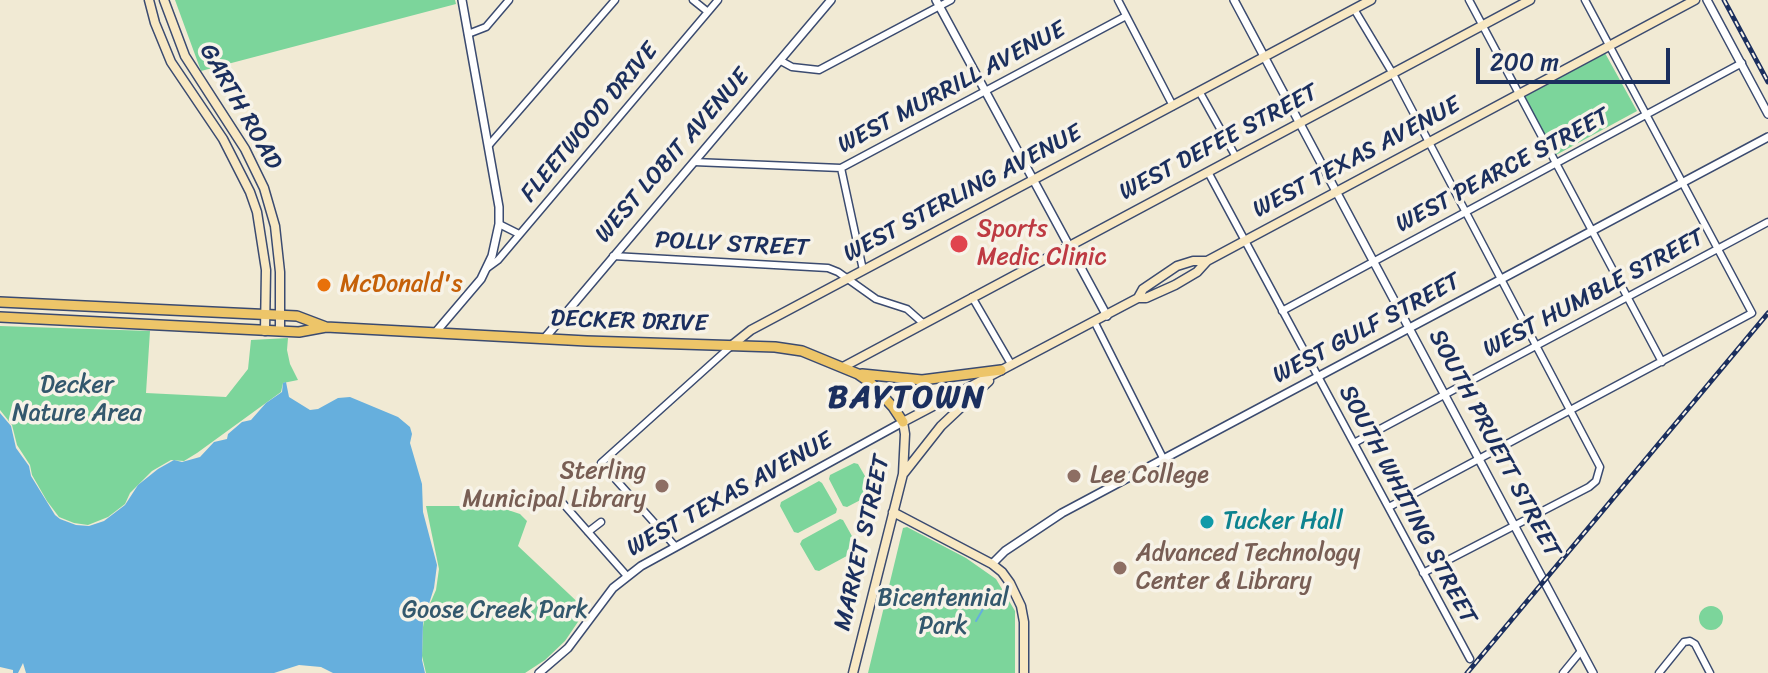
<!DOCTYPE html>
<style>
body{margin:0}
#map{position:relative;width:1768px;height:673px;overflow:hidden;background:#f1ead4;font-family:Sriracha,sans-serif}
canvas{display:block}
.scale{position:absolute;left:1476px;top:48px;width:194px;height:36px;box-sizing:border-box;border:4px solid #1b2f5e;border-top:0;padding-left:10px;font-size:24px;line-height:28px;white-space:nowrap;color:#1b2f5e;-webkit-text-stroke:6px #f7f3e8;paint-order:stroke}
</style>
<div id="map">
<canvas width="1768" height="673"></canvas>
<div class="scale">200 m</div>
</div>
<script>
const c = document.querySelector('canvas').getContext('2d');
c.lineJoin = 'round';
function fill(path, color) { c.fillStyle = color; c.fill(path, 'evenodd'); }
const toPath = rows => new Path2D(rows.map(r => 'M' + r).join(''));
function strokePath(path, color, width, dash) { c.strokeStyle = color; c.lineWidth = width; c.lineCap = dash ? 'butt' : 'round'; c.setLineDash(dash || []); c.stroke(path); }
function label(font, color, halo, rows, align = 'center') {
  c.font = font + ' Sriracha,sans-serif'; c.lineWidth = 7; c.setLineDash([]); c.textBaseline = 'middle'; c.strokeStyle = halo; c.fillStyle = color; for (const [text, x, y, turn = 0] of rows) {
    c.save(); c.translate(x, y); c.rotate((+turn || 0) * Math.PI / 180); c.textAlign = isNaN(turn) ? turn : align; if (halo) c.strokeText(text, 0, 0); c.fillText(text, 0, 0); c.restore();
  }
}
fill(toPath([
 [175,0,455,0,456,4,201,71],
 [1605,53,1637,111,1556,155,1524,97],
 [0,326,150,331,146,393,226,397,248,369,251,340,288,338,287,350,290,364,298,380,283,383,281,392,197,453,184,461,171,460,152,471,130,493,125,504,108,517,88,525,74,523,59,517,47,501,32,475,30,465,17,445,12,425,0,410],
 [854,463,858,464,873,490,872,494,847,507,843,506,829,479,830,475],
 [819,481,822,483,837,509,836,513,798,533,794,532,780,506,781,502],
 [426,506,496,506,520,514,527,521,518,546,586,610,565,641,545,660,525,673,426,673,422,656,423,627,425,615,436,590,439,569],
 [840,519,843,520,858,547,856,551,819,571,815,570,800,544,802,540],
 [907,527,966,558,996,579,1015,611,1015,673,868,673,903,528],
 '1699 618a12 12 0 1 1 24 0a12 12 0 1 1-24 0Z'
]), '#7cd59b');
fill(toPath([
 [286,382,289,397,310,410,318,409,338,398,350,397,398,417,410,427,412,434,410,443,422,484,423,512,437,565,434,588,423,623,422,660,425,673,333,673,321,667,299,665,274,673,26,673,23,663,18,673,13,673,13,670,0,667,0,413,11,426,16,448,29,466,31,476,55,515,60,519,76,525,89,526,104,521,125,505,138,485,158,469,174,460,182,462,200,457,214,442,227,439,228,434,242,422,251,420,266,403,282,392,283,383]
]), '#66afdd');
strokePath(toPath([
 [976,621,986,604,1002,594]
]), '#66afdd', 2);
const minor = toPath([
 [693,0,708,12],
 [1118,0,1173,106],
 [1469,0,1662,362],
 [1354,9,1393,74,1600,467,1596,481,1589,487,1423,573],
 [468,34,486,27,509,0],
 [781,61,792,67,819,70,951,0],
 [1199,91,1236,157],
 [489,145,615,0],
 [694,162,841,168,1126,16],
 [841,168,863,270],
 [1208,172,1470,659],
 [499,224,519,234],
 [613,256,828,268,838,272,876,299,907,309,924,324],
 [487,268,498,260,718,0],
 [972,297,1011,364],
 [1282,311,1742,63],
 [1095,323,1164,460],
 [1354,443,1768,222],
 [560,500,627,576],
 [1389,507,1752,313,1585,0],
 [588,532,601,522],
 [675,546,601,463,730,347],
 [1563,673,1581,651],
 [1659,673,1684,642,1690,641,1695,644,1710,673]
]);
const tertiary = toPath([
 [936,0,1107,316],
 [1234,0,1593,673],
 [1707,0,1768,114],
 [435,333,481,279,492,256,499,224,499,207,462,0],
 [544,339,831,0],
 [992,564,1005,551,1062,513,1768,137],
 [539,673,568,648,613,588,641,566,903,422]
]);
const secondary = toPath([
 [149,0,155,23,171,62,223,139,250,192,257,212,266,270,265,331],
 [164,0,185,56,245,149,264,188,275,226,280,272,280,331],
 [1138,298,1143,289,1177,266,1193,261,1207,261],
 [731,346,751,330,1371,0],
 [843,367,1530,0],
 [904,473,941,426,989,381],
 [893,512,992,564,1002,572,1010,583,1021,606,1024,622,1024,673],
 [853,673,903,474,905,434,903,422,1138,298,1146,298,1175,285,1197,272,1207,261,1695,0]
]);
const primary = toPath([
 [0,302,297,316,326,327],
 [0,317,299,332,326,327,587,341,775,347,802,351,858,374,871,383,893,407,903,422],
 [862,374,922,380,1001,370]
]);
strokePath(minor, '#3b4b70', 9);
strokePath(tertiary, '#3b4b70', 10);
strokePath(secondary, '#3b4b70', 11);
strokePath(primary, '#3b4b70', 12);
strokePath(minor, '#fff', 6);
strokePath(tertiary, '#fff', 7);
strokePath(secondary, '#f8e8c3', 8);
strokePath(primary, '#edc569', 9);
const rail = toPath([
 [1724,0,1768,82],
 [1467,673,1768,313]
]);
strokePath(rail, '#1b2f5e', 5);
strokePath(rail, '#f7f3e8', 2, [6]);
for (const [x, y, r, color] of [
 [959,244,10,"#e0444e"],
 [324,285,8,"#e8710a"],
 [1074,476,8,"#8d6e63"],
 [662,486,8,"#8d6e63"],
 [1207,522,8,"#0f9aa8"],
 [1120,568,8,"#8d6e63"]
]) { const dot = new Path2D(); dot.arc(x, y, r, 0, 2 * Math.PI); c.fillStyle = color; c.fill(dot); strokePath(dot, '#f7f3e8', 3); }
label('24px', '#1b2f5e', '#f7f3e8', [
 ["WEST MURRILL AVENUE",952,88,-28],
 ["GARTH ROAD",240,107,60],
 ["FLEETWOOD DRIVE",590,123,-50],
 ["WEST DEFEE STREET",1219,143,-28],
 ["WEST LOBIT AVENUE",673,156,-49],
 ["WEST TEXAS AVENUE",1357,158,-28],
 ["WEST PEARCE STREET",1503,171,-28],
 ["WEST STERLING AVENUE",963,194,-28],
 ["POLLY STREET",732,245,3],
 ["WEST HUMBLE STREET",1594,294,-28],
 ["DECKER DRIVE",629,322,2],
 ["WEST GULF STREET",1367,329,-28],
 ["SOUTH PRUETT STREET",1494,444,62],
 ["WEST TEXAS AVENUE",730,495,-29],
 ["SOUTH WHITING STREET",1407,505,62],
 ["MARKET STREET",863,543,-77]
]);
label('24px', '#be3a42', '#f7f3e8', [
 ["Sports",977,230],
 ["Medic Clinic",977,258]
], 'left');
label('24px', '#c56008', '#f7f3e8', [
 ["McDonald's",340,285]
], 'left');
label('24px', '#33586d', '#f7f3e8', [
 ["Decker",77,386],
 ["Nature Area",77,414],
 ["Bicentennial",943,599],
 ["Park",943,627],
 ["Goose Creek Park",495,611]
]);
label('24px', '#785e54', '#f7f3e8', [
 ["Sterling",646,472,"right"],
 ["Municipal Library",646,500,"right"],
 ["Lee College",1090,476],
 ["Advanced Technology",1136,554],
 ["Center & Library",1136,582]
], 'left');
label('24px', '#0d838f', '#f7f3e8', [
 ["Tucker Hall",1223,522]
], 'left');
c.letterSpacing = '2px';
label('bold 32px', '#1b2f5e', '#f7f3e8', [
 ["BAYTOWN",907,399]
]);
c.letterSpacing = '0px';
</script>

- - - - - - -

● Your objective: Extract from the material all lines containing the string "turn".

● Written solution:
  c.font = font + ' Sriracha,sans-serif'; c.lineWidth = 7; c.setLineDash([]); c.textBaseline = 'middle'; c.strokeStyle = halo; c.fillStyle = color; for (const [text, x, y, turn = 0] of rows) {
    c.save(); c.translate(x, y); c.rotate((+turn || 0) * Math.PI / 180); c.textAlign = isNaN(turn) ? turn : align; if (halo) c.strokeText(text, 0, 0); c.fillText(text, 0, 0); c.restore();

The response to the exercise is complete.